Your goal:
Each line from the first down to the one containing "position:absolute; left:16px; top:1032px;" should be returned exactly as it appears below.

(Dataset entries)
------------------------------------------------------------------------

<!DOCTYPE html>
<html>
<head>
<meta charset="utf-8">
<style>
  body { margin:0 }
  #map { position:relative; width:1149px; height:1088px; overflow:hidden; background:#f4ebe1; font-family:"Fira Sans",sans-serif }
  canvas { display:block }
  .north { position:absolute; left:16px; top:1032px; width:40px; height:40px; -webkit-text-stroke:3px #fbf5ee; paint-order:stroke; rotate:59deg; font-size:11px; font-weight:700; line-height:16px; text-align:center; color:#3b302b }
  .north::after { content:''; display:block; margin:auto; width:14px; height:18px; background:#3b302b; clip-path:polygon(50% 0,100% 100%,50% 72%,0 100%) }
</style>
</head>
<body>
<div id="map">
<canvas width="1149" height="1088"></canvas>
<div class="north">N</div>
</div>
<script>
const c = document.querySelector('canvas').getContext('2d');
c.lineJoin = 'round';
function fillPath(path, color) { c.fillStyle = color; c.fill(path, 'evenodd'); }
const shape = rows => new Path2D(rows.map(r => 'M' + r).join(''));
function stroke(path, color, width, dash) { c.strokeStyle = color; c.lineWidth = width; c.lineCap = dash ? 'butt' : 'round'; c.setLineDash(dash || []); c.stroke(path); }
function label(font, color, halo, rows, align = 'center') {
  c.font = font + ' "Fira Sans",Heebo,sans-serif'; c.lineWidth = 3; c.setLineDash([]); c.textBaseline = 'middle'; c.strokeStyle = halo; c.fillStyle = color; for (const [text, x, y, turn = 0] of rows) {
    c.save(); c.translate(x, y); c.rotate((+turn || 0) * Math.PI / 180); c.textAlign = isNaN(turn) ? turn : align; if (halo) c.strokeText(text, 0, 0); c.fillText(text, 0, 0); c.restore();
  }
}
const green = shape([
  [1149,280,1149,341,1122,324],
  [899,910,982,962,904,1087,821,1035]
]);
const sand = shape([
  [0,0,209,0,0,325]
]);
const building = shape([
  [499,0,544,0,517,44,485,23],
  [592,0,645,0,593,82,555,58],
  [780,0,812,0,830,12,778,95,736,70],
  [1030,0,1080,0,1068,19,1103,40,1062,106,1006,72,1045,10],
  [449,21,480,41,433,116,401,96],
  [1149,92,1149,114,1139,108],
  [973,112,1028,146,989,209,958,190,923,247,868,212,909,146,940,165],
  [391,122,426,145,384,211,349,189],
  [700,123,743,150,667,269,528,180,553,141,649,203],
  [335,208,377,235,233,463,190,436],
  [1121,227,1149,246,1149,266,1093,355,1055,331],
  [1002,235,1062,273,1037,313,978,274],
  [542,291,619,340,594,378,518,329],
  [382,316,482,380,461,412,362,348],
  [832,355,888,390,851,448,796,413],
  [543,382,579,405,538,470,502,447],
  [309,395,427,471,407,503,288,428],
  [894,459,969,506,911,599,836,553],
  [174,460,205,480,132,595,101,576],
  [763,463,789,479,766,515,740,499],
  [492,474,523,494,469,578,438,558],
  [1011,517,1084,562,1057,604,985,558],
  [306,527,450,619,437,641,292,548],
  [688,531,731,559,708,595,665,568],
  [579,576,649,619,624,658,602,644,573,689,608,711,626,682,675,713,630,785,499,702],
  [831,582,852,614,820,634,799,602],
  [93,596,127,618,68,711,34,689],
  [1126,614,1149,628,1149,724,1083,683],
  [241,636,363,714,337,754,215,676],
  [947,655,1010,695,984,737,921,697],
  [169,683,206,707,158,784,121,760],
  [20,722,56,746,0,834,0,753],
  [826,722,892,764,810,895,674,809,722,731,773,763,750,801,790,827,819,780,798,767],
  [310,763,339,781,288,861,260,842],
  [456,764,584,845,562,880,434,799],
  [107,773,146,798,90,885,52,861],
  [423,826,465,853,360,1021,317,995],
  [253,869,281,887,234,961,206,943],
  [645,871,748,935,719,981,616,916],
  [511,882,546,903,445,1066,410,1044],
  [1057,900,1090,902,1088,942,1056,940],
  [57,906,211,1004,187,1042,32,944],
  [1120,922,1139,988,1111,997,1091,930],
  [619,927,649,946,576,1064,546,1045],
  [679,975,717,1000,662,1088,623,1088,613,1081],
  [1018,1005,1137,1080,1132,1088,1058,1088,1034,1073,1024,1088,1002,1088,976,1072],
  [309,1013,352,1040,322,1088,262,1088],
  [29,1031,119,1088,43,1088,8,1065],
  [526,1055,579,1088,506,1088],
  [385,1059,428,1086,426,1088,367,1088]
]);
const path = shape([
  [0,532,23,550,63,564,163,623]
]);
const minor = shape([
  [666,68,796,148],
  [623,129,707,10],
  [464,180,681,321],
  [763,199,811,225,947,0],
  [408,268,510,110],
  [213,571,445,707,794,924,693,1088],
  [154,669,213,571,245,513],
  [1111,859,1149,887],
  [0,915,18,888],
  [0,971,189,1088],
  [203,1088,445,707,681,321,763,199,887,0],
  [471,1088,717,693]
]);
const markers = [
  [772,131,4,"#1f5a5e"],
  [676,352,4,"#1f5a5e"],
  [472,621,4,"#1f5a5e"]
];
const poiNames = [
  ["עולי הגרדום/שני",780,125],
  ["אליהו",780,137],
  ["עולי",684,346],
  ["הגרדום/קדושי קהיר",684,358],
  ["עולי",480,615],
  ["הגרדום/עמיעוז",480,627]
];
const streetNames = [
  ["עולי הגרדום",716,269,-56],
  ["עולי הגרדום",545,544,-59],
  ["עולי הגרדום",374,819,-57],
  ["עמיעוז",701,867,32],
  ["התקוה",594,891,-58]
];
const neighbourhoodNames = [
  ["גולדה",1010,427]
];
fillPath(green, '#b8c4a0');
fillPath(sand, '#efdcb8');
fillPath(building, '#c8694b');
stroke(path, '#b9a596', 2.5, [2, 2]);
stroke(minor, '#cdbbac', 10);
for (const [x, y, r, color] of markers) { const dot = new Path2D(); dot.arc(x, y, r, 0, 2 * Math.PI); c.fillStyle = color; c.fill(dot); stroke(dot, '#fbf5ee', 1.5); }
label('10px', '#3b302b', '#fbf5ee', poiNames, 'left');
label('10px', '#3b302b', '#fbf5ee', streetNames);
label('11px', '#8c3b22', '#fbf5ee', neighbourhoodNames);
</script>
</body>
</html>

------------------------------------------------------------------------

Exercise output:
<!DOCTYPE html>
<html>
<head>
<meta charset="utf-8">
<style>
  body { margin:0 }
  #map { position:relative; width:1149px; height:1088px; overflow:hidden; background:#f4ebe1; font-family:"Fira Sans",sans-serif }
  canvas { display:block }
  .north { position:absolute; left:16px; top:1032px; width:40px; height:40px; -webkit-text-stroke:3px #fbf5ee; paint-order:stroke; rotate:59deg; font-size:11px; font-weight:700; line-height:16px; text-align:center; color:#3b302b }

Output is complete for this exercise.